- [Exercise requirements] Scan the listing below. Report each line that includes "place".

· · · · · · ·

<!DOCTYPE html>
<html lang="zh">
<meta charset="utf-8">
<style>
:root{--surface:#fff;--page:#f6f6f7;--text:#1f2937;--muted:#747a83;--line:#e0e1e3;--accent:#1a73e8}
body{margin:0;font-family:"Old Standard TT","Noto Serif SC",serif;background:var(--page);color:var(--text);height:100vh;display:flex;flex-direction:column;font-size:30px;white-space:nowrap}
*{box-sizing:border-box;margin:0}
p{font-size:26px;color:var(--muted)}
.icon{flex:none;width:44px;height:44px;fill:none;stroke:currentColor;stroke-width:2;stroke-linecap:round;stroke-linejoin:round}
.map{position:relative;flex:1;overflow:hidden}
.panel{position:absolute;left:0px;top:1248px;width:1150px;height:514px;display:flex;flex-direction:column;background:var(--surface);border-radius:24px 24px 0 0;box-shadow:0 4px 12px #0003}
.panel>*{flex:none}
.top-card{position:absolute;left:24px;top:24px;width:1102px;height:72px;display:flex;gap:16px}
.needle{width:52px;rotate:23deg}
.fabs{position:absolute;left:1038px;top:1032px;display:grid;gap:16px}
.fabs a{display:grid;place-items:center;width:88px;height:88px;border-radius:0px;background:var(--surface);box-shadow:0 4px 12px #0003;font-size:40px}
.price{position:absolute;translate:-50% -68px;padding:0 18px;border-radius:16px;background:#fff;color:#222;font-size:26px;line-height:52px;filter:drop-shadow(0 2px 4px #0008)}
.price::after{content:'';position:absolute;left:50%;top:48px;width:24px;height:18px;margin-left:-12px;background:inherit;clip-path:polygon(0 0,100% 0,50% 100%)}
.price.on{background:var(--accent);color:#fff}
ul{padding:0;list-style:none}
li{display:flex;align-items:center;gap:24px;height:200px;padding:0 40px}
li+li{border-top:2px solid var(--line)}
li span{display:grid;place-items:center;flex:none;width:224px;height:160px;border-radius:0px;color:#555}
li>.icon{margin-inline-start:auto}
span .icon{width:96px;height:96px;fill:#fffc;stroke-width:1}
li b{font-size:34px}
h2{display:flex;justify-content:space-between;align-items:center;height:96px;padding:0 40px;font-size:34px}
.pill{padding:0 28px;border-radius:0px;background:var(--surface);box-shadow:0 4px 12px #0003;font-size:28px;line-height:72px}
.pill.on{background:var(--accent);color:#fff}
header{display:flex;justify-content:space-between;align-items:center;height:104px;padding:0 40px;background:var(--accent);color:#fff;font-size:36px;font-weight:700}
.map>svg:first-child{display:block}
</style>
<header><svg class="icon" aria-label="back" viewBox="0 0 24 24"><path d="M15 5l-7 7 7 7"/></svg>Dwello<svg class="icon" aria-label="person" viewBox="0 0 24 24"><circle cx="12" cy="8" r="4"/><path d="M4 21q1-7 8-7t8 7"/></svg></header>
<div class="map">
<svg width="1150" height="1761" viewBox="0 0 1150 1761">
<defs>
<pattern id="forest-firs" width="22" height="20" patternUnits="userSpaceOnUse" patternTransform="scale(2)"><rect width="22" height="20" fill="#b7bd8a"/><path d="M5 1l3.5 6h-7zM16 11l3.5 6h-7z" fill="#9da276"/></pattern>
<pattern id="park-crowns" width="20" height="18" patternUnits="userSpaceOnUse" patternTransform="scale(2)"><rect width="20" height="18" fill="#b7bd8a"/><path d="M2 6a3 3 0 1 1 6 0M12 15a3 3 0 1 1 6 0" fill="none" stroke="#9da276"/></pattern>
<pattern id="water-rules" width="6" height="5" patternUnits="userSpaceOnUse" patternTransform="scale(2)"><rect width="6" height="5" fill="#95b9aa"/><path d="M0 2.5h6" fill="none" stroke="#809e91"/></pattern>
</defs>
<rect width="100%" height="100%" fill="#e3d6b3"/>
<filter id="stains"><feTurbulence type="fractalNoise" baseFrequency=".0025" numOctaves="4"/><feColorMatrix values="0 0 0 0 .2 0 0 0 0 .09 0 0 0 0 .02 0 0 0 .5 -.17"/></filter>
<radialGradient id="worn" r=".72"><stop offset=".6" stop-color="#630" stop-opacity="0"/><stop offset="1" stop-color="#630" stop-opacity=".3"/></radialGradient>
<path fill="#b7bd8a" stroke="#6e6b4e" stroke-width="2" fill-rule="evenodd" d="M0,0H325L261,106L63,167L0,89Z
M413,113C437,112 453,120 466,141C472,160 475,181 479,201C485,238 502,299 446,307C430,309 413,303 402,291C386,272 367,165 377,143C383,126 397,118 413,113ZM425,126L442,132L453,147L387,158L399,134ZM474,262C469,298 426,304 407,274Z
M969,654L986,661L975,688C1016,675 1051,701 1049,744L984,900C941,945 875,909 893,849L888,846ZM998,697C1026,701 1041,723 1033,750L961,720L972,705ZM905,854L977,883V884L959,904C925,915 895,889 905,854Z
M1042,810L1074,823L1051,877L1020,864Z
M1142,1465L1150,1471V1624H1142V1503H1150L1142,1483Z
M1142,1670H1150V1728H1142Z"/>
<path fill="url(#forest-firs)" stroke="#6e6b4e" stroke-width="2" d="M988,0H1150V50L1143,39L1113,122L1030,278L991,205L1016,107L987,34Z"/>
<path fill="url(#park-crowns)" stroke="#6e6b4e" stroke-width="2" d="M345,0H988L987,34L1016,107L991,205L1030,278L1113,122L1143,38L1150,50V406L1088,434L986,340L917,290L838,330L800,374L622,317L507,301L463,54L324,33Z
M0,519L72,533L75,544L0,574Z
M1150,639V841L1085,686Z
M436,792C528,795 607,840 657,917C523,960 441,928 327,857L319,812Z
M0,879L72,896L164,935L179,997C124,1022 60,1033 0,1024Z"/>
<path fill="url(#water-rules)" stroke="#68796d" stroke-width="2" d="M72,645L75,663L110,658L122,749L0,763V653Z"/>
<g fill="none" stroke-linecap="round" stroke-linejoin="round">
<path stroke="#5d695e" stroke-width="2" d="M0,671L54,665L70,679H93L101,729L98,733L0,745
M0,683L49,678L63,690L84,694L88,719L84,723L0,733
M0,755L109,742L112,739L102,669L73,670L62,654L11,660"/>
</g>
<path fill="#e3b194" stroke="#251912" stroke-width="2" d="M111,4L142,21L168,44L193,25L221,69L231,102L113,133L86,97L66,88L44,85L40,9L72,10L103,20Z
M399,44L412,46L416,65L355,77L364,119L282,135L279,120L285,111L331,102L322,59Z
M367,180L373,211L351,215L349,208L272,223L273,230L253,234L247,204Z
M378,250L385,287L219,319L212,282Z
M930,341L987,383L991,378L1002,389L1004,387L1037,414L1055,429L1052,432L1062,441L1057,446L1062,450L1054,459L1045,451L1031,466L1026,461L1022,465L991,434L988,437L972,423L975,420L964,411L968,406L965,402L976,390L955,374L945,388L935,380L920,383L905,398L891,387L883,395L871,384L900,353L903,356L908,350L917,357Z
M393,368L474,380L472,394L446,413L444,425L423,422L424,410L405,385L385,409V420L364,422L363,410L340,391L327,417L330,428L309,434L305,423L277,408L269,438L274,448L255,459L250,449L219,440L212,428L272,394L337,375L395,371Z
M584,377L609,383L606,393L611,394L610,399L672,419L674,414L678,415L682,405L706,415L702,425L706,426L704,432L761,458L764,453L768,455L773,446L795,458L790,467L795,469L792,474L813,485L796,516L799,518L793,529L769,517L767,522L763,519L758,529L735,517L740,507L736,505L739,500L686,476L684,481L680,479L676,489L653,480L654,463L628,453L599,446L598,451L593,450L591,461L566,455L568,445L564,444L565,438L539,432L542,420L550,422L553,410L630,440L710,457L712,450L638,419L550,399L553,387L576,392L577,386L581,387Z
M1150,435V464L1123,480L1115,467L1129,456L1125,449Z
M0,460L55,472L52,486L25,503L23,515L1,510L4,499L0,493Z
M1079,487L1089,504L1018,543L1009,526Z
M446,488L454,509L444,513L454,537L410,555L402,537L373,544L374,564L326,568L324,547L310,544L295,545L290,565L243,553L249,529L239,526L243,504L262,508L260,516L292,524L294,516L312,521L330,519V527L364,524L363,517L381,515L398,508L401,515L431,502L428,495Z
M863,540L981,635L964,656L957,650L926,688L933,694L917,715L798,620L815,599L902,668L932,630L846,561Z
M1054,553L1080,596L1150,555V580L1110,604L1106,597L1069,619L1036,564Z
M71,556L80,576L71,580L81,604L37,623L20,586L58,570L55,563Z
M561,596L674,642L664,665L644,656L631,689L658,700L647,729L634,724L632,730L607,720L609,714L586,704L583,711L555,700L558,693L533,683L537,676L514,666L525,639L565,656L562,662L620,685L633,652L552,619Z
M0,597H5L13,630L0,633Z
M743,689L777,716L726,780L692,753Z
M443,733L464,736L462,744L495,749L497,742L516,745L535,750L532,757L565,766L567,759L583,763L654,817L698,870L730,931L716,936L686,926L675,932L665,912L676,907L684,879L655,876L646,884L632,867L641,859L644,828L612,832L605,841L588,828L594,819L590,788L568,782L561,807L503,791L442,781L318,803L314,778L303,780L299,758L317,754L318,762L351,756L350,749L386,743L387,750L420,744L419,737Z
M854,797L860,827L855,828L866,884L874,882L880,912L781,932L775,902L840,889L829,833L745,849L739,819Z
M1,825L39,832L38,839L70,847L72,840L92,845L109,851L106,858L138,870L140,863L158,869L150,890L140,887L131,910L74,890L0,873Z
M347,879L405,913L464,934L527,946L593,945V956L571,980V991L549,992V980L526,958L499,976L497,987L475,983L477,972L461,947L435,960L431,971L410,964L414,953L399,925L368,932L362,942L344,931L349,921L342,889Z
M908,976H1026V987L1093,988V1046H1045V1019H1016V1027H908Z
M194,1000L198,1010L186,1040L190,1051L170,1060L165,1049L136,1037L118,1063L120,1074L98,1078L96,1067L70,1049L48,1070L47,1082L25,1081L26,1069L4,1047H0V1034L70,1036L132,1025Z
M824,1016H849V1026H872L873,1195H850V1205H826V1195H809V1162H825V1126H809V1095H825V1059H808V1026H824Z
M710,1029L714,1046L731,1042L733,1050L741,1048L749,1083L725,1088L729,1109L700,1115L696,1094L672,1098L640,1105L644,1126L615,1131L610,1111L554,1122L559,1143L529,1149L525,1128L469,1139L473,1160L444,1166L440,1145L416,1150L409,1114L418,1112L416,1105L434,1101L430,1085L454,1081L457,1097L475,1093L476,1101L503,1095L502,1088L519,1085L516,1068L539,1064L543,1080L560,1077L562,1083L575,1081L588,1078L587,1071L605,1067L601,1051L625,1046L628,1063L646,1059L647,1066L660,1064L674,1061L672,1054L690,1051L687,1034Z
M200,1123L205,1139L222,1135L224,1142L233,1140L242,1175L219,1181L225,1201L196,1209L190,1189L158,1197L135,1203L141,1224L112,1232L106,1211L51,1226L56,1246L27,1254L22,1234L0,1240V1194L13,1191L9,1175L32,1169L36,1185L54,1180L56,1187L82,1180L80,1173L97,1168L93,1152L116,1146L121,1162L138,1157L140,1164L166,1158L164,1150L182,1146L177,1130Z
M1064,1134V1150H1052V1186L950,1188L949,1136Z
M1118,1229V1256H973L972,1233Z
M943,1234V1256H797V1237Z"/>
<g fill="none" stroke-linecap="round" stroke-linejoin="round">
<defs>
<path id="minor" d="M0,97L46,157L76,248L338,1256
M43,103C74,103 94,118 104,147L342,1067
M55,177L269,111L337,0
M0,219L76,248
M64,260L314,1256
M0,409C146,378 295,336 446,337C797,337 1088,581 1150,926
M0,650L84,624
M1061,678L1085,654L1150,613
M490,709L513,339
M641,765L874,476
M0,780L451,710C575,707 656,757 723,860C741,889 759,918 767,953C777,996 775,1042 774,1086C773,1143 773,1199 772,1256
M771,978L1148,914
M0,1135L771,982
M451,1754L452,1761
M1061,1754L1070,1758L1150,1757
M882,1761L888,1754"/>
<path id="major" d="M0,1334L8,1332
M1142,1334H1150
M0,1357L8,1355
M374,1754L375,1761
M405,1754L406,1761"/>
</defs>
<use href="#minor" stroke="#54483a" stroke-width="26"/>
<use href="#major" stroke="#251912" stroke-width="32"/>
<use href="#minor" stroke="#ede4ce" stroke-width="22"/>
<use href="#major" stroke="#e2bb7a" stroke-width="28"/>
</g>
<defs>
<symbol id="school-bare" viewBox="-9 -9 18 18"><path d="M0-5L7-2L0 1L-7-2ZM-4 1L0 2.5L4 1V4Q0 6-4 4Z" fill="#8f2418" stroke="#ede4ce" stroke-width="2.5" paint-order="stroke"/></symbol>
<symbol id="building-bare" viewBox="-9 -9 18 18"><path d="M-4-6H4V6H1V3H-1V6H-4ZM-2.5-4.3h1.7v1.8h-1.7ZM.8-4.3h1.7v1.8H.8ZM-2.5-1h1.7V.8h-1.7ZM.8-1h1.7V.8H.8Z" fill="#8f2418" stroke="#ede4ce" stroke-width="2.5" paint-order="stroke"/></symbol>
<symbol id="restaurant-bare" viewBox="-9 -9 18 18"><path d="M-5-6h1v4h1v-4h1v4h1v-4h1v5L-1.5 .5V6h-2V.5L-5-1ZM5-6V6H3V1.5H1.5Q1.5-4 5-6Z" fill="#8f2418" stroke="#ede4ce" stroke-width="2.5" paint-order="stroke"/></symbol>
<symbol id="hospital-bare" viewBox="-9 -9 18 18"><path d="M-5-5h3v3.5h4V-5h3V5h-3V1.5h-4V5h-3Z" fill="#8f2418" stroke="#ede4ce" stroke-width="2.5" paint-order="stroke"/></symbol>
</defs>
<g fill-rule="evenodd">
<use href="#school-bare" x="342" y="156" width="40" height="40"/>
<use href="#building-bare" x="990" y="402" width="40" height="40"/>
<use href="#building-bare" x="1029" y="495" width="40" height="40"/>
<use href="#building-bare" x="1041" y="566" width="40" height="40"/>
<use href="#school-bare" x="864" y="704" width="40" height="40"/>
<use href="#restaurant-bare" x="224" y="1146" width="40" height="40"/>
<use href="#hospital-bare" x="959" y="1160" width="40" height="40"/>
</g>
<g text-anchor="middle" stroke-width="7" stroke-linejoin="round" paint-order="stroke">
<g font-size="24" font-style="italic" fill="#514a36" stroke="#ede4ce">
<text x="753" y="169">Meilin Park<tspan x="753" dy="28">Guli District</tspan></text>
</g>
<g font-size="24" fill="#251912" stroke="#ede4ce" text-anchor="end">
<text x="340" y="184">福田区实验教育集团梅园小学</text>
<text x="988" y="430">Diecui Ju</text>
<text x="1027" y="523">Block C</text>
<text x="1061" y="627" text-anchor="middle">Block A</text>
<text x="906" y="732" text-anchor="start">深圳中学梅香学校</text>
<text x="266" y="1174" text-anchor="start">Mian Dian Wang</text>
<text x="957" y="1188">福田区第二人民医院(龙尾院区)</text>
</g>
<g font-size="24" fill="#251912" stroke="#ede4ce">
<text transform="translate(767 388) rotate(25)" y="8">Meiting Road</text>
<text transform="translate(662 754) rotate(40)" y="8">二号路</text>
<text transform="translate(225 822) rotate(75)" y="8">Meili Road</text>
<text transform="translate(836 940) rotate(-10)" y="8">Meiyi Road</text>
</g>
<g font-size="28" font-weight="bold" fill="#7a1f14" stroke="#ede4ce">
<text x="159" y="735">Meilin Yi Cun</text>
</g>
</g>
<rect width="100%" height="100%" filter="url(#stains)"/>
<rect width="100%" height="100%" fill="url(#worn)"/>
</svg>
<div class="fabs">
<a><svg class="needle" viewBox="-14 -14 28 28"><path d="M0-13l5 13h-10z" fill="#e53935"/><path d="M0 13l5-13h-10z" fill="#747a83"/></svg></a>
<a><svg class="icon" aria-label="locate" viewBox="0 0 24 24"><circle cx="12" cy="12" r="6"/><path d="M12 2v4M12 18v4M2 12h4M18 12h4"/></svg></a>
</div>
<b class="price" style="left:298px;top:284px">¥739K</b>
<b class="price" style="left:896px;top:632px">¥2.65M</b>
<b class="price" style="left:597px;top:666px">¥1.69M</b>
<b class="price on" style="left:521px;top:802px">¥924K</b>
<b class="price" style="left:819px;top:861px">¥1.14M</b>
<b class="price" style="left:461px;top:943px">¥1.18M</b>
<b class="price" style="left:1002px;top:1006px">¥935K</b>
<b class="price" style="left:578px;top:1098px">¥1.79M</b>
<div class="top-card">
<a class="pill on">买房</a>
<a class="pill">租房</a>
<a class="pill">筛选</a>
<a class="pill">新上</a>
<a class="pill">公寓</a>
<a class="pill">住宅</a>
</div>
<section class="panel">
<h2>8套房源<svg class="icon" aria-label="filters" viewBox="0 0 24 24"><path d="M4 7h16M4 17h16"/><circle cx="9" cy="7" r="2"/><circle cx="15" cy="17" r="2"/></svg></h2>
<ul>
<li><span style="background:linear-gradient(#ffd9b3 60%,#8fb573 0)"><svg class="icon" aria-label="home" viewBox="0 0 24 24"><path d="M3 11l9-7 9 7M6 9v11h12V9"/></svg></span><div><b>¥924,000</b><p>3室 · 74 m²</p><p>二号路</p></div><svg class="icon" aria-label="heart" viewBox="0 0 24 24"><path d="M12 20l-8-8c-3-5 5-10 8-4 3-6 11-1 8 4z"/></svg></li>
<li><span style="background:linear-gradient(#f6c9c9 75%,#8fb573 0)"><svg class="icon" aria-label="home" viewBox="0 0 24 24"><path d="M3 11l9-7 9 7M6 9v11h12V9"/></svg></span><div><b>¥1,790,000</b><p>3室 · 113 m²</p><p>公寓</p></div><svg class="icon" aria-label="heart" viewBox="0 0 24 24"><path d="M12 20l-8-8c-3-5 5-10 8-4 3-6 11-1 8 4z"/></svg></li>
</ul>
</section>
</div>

· · · · · · ·

- [Solution]
.fabs a{display:grid;place-items:center;width:88px;height:88px;border-radius:0px;background:var(--surface);box-shadow:0 4px 12px #0003;font-size:40px}
li span{display:grid;place-items:center;flex:none;width:224px;height:160px;border-radius:0px;color:#555}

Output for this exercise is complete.